Après avoir dû endurer aussi la mort de son troisième fils, Tito, victime de la maladie de l'époque, le Sida.
Le meilleur souvenir que laisse Herby Widmaier est-ce Radio-Tele Métropole ?
Peut-être même pas. Métropole ou autre, la radio d'aujourd'hui ne correspond plus à l'idéal qu'il recherchait dans tout ce qu'il entreprenait, quitte à laisser tomber plutôt que se compromettre. Cela depuis 'Herby Widmaier et les starlets'.
Ou alors le Festival international de jazz de Port-au-Prince que portent à bout de bras Joel et son épouse Milena ? Avec le support de Mushi, qui a établi sa résidence à Miami.

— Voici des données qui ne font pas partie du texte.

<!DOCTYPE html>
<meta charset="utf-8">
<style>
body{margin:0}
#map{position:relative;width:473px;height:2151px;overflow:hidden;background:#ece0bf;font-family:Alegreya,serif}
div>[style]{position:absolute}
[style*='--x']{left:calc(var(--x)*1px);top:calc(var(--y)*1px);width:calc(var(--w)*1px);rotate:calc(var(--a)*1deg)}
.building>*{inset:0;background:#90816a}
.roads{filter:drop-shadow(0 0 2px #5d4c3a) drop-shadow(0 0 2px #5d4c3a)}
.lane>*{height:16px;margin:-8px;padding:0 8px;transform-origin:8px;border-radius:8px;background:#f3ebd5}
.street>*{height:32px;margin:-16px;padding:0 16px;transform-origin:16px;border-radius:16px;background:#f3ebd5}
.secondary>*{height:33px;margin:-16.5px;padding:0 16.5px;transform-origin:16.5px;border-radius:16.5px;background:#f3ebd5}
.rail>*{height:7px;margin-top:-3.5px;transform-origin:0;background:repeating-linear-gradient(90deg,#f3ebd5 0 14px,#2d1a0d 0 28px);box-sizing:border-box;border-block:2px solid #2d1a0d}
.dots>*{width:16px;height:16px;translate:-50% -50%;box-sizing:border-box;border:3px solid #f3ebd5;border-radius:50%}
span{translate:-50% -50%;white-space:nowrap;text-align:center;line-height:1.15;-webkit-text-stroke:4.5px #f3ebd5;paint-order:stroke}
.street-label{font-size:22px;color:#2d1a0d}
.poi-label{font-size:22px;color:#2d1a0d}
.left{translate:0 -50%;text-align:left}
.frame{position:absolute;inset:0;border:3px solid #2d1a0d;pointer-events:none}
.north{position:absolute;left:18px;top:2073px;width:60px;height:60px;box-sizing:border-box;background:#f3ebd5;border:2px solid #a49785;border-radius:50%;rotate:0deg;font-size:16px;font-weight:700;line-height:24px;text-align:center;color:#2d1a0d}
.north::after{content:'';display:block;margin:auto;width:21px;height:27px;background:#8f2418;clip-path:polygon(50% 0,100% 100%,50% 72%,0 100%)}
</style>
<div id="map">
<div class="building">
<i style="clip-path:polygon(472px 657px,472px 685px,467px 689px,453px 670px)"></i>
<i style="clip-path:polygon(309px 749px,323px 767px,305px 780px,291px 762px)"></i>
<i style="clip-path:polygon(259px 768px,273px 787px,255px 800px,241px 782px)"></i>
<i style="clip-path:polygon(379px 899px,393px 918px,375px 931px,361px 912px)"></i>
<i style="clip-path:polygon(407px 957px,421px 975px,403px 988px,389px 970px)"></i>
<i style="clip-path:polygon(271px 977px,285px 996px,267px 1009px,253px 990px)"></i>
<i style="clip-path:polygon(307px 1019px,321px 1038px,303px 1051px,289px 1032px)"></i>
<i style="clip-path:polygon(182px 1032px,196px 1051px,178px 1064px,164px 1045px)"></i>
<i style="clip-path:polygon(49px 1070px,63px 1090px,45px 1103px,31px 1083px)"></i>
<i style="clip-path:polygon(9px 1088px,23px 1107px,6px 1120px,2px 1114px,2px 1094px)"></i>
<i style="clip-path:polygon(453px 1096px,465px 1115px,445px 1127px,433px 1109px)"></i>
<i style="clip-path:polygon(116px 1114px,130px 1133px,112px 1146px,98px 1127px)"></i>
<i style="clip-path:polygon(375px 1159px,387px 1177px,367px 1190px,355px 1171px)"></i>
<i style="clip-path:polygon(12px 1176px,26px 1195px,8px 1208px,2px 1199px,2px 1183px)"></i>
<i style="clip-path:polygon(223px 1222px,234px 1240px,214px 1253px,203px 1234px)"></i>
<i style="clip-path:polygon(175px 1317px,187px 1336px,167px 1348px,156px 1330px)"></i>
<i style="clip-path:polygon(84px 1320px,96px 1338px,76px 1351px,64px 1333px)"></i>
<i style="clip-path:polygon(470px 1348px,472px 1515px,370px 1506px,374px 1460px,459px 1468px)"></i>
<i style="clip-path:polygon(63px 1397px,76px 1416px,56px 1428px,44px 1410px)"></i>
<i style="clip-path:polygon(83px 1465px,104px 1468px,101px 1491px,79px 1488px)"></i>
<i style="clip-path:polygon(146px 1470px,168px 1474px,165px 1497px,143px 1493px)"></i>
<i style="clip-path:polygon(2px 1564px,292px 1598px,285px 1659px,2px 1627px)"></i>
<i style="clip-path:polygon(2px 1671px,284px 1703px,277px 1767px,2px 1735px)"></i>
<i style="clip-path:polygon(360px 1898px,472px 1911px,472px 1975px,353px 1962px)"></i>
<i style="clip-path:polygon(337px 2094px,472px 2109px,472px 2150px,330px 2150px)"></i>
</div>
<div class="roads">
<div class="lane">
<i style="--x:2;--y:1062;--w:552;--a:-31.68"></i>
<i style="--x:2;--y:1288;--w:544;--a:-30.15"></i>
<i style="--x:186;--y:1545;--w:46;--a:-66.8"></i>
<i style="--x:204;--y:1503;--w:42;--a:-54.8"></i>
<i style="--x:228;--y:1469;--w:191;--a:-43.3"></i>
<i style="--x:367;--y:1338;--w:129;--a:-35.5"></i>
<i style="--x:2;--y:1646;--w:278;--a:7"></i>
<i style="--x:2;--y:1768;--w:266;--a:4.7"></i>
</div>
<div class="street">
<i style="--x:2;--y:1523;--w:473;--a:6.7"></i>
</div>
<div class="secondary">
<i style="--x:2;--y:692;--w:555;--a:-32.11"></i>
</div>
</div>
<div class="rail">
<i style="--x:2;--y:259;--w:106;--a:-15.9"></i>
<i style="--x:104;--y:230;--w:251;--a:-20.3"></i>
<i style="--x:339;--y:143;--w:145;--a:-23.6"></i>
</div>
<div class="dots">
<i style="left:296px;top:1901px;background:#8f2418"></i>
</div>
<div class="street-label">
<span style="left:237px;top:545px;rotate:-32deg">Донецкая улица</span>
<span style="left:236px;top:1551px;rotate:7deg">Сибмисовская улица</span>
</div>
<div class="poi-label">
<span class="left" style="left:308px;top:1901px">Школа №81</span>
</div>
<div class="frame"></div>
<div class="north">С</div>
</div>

Remarquez que nous n'avons jamais rencontré 'Bibi' dans aucun des concerts dans le cadre du PapJazz, alors que nous y allons depuis plusieurs années.
Il lui reste quoi encore ?
D'avoir vécu pas loin de son entreprise. En effet la radio se trouve sur la même propriété que la résidence de Herby. Et sous les décombres de laquelle il restera prisonnier de longues heures après le séisme du 12 janvier 2010.
Quoi encore ?
Il perdait aussi il y a quelques années la 'seconde' femme de sa vie (au sens strict de qui lui a donné un enfant mais ne cherchez pas plus), Madeleine Gousse, la mère de Mushi, et une ex de 'Herby Widmaier et les starlets'.

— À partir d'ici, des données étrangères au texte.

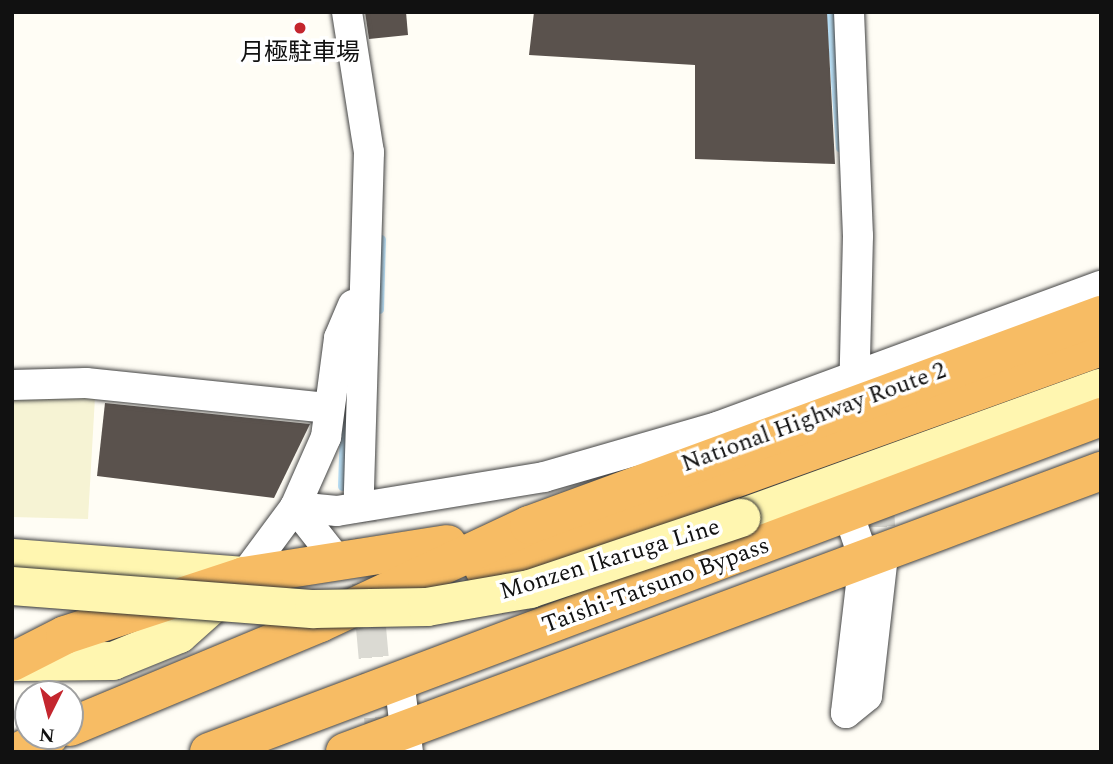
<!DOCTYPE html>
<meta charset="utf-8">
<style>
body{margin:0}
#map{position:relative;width:1113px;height:764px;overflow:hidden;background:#fffdf5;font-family:Spectral,"Noto Sans JP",serif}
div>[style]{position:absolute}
.farmland>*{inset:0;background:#f6f3d4}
.stream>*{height:9px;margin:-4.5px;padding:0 4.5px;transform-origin:4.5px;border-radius:4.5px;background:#b9e0f7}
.building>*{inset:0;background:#5a524d}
.minor-tunnel>*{height:30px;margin-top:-15px;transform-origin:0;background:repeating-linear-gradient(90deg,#dbdad3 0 30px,transparent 0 45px)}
.roads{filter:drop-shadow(0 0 2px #444) drop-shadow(0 0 2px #444)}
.minor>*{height:30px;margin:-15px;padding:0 15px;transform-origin:15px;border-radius:15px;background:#fff}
.secondary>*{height:38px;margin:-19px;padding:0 19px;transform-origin:19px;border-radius:19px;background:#fff6b0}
.trunk>*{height:38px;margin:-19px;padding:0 19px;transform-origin:19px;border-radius:19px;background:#f7bc64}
.bridges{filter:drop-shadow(0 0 2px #333) drop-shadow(0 0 2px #333)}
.secondary-bridge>*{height:38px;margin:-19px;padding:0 19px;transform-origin:19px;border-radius:19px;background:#fff6b0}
.dots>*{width:19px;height:19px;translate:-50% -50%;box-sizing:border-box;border:4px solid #fff;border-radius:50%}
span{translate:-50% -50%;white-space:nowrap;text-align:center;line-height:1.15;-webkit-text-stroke:7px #fff;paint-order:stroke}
.poi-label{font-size:24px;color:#111}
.street-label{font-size:24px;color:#111}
.frame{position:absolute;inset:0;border:14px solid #111;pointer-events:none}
.north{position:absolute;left:14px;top:680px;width:70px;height:70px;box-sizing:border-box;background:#fff;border:2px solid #a0a0a0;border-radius:50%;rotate:186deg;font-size:19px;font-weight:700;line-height:28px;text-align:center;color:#111}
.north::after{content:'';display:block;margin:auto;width:24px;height:32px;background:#c4262e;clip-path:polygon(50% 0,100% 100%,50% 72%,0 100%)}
</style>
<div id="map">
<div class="farmland">
<div style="clip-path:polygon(95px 397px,88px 519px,12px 517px,12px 399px)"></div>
</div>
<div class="stream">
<div style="left:830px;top:12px;width:136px;rotate:85.8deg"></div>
<div style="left:379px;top:309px;width:70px;rotate:-88.4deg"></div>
<div style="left:342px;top:486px;width:86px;rotate:-88deg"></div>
</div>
<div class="building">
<div style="clip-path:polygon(365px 12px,406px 12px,408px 35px,369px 39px)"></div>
<div style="clip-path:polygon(534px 12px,827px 12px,835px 164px,695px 159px,695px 65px,529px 55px)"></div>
<div style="clip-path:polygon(105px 403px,310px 424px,274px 498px,97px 476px)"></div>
</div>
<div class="minor-tunnel">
<div style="left:874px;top:407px;width:157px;rotate:87.1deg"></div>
<div style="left:359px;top:493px;width:260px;rotate:84.9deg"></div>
</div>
<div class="roads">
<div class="minor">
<div style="left:347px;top:12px;width:142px;rotate:81.1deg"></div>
<div style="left:369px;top:152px;width:341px;rotate:91.7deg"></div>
<div style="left:849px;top:12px;width:224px;rotate:87.7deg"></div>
<div style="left:858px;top:236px;width:160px;rotate:91.4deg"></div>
<div style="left:12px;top:385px;width:74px;rotate:-1.5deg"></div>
<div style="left:86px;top:383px;width:242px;rotate:5.9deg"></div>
<div style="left:295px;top:507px;width:42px;rotate:5.4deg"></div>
<div style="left:337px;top:511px;width:210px;rotate:-9.3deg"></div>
<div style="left:544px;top:477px;width:180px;rotate:-16.1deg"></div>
<div style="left:717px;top:427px;width:409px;rotate:-20.2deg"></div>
<div style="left:295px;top:507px;width:73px;rotate:51.7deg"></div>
<div style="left:849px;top:515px;width:46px;rotate:71.2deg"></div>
<div style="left:864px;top:559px;width:155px;rotate:96.7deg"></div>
<div style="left:846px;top:713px;width:27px;rotate:-39deg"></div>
<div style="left:867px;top:696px;width:133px;rotate:-83.5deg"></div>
<div style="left:244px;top:576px;width:86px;rotate:-53.5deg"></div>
<div style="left:295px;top:507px;width:77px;rotate:-66.1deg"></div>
<div style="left:326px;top:437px;width:100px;rotate:-82.5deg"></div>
<div style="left:339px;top:338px;width:36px;rotate:-67deg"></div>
<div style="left:399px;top:680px;width:73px;rotate:82.9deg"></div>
</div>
<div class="secondary">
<div style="left:741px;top:518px;width:383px;rotate:-19.9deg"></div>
<div style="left:12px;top:558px;width:233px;rotate:4.4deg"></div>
<div style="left:12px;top:662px;width:101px;rotate:-0.6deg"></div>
<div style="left:113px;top:661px;width:71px;rotate:-22.2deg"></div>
<div style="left:179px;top:634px;width:75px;rotate:-41.8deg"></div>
</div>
<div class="trunk">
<div style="left:484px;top:569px;width:656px;rotate:-19.79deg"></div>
<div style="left:12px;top:662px;width:59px;rotate:-27deg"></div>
<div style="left:65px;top:635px;width:188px;rotate:-18.2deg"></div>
<div style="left:244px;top:576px;width:206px;rotate:-8.9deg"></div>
<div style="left:70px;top:727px;width:271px;rotate:-22.6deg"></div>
<div style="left:320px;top:623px;width:231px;rotate:-25.1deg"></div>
<div style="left:529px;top:525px;width:609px;rotate:-20.16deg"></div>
<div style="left:18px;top:752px;width:35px;rotate:-27deg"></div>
<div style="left:209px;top:752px;width:953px;rotate:-20.58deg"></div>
<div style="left:345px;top:752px;width:807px;rotate:-20.39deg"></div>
</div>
</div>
<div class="bridges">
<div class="secondary-bridge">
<div style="left:12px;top:586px;width:303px;rotate:4.4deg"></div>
<div style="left:314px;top:609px;width:113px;rotate:-1deg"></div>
<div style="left:427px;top:607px;width:105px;rotate:-9.9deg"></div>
<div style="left:530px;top:589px;width:223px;rotate:-18.6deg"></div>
</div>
</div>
<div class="dots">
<div style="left:300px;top:28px;background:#c4262e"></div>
</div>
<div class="poi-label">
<span style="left:300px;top:54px">月極駐車場</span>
</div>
<div class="street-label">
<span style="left:814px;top:418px;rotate:-20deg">National Highway Route 2</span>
<span style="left:610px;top:560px;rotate:-17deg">Monzen Ikaruga Line</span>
<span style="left:656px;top:586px;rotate:-20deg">Taishi-Tatsuno Bypass</span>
</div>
<div class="frame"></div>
<div class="north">N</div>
</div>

Malade du cœur depuis plusieurs années, la médecine l'avait finalement condamné au retrait total.
Nous lui avons rendu visite il y a quelques mois, mais à notre grand regret c'était déjà une personne dont sa vie était derrière elle, loin derrière.
Les messages de sympathie des autorités gouvernementales doivent le faire bien sourire dans son 'lieu où la vérité et le mensonge ne peuvent plus se confondre', comme dit un proverbe haïtien.
Herby s'en alla comme il était venu, pour paraphraser La Fontaine. Il n'a rien eu, il n'a rien demandé, il n'a rien reçu qu'il n'ait voulu. Artiste, compositeur et interprète de talent, courageux jusqu'à renoncer à l'héritage d'un père pour recommencer à zéro, non conformiste dans ses relations avec la bourgeoisie locale mais sans en tirer la moindre gloriole - politique ou idéologique, modeste mais sensible et aux réparties comme lui seul, tel a été 'Bibi' comme l'appellent tous ses anciens collaborateurs et employés (les Elsie Ethéart, Lucien Anduze, Ketty et Martial Jean-Louis, Tutu, Philippe, Legouaze, Loucas, Raphael Féquière, les deux Raymond etc) dont nous avons essayé de traduire ici les sentiments.